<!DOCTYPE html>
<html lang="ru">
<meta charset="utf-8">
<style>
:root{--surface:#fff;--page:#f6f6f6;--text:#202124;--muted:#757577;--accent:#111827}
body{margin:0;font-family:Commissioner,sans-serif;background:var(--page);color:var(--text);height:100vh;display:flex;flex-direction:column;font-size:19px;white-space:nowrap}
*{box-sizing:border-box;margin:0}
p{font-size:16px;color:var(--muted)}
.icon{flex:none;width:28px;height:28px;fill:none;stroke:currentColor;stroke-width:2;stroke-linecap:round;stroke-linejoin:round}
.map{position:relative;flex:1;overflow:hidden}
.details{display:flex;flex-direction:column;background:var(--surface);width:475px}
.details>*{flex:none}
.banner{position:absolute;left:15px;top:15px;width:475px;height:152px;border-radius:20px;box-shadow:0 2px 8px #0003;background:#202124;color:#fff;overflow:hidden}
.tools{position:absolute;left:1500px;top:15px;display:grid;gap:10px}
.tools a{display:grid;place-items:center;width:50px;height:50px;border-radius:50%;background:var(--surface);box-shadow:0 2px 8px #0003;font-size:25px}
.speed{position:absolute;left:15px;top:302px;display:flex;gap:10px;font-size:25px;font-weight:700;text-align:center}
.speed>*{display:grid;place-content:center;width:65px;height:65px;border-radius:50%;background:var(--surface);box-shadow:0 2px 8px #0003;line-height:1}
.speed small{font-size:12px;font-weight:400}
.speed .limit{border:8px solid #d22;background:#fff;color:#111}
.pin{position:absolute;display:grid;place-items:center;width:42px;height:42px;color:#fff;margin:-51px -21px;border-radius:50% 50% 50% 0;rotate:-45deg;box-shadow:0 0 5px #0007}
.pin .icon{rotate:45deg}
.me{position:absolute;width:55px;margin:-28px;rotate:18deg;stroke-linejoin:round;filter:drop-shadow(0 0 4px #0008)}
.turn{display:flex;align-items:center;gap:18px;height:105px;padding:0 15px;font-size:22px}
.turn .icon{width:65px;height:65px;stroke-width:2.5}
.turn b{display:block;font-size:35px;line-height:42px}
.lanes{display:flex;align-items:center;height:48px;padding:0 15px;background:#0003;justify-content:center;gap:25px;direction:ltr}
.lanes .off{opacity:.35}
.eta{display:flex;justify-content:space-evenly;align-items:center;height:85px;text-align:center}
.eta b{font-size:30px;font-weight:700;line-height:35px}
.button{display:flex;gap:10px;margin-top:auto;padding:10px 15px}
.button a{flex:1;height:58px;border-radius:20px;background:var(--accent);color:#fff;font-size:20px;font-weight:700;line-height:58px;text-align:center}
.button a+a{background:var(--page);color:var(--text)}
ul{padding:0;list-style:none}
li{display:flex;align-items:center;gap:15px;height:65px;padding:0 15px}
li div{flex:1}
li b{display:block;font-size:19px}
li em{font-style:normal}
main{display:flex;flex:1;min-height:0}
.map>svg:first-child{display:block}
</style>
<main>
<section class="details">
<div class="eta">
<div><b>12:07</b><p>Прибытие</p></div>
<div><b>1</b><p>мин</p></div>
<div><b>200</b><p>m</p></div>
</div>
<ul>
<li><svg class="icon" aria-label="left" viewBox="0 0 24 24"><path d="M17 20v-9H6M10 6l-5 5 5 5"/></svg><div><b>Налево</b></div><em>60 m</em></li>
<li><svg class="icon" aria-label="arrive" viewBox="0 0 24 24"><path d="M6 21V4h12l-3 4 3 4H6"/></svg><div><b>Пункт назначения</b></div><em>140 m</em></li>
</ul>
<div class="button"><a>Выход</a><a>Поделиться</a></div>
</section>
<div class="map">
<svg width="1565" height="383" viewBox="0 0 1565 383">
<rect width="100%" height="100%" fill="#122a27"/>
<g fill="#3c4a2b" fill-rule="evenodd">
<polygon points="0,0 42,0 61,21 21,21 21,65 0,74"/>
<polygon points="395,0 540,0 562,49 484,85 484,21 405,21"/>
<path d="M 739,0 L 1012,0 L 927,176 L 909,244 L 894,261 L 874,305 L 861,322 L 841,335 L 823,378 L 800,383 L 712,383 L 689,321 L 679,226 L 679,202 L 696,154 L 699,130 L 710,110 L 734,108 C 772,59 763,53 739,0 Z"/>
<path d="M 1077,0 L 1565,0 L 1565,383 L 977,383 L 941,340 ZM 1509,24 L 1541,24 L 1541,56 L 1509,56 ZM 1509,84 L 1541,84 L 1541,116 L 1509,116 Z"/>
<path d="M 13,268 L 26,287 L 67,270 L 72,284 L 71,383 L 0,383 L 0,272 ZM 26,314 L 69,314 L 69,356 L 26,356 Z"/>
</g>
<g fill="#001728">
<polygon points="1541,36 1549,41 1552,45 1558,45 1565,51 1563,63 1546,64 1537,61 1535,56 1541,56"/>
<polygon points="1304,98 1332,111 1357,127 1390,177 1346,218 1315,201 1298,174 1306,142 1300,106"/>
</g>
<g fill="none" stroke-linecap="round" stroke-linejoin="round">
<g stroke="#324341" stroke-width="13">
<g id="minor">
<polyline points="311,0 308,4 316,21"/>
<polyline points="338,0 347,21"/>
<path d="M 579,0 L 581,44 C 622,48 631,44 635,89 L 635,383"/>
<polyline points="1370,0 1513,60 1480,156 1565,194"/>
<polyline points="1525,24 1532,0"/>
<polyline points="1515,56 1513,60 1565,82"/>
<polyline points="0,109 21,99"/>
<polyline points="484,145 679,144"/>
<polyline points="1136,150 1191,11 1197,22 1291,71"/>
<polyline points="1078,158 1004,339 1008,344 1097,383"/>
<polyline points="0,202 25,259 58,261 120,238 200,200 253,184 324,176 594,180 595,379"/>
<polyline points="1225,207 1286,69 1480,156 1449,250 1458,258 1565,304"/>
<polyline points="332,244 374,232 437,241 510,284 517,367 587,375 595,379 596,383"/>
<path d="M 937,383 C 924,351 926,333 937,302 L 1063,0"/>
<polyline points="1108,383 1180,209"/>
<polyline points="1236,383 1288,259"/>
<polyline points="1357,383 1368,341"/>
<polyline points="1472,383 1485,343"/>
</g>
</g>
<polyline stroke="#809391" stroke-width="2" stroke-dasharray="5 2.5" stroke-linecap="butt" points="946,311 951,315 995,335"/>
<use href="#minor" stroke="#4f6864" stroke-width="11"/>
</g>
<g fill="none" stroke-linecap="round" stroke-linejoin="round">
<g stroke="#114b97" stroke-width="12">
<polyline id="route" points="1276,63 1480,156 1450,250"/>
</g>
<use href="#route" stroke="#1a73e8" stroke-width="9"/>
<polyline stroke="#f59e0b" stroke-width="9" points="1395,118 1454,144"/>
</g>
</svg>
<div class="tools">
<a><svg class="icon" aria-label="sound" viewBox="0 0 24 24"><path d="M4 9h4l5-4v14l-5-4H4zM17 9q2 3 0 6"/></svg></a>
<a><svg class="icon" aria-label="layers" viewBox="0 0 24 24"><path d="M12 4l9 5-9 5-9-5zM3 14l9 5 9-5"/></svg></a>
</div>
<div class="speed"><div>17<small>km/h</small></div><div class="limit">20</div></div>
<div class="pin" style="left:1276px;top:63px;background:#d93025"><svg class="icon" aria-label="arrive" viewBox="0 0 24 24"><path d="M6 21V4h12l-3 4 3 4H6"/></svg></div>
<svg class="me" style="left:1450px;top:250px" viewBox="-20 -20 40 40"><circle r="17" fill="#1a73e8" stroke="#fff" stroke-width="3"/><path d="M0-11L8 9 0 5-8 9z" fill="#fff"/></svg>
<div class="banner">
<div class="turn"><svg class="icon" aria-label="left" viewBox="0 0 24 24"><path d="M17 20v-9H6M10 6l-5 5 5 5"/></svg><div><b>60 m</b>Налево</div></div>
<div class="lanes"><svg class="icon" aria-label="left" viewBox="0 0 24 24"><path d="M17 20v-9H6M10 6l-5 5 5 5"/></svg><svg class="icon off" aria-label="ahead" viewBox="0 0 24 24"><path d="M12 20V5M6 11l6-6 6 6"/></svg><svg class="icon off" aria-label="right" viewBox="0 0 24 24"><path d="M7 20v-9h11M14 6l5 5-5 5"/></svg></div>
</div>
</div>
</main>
------------
- [TASK DESCRIPTION]: For each line of the material that contains "grid", return a copy.

- [SOLUTION BELOW]:
.tools{position:absolute;left:1500px;top:15px;display:grid;gap:10px}
.tools a{display:grid;place-items:center;width:50px;height:50px;border-radius:50%;background:var(--surface);box-shadow:0 2px 8px #0003;font-size:25px}
.speed>*{display:grid;place-content:center;width:65px;height:65px;border-radius:50%;background:var(--surface);box-shadow:0 2px 8px #0003;line-height:1}
.pin{position:absolute;display:grid;place-items:center;width:42px;height:42px;color:#fff;margin:-51px -21px;border-radius:50% 50% 50% 0;rotate:-45deg;box-shadow:0 0 5px #0007}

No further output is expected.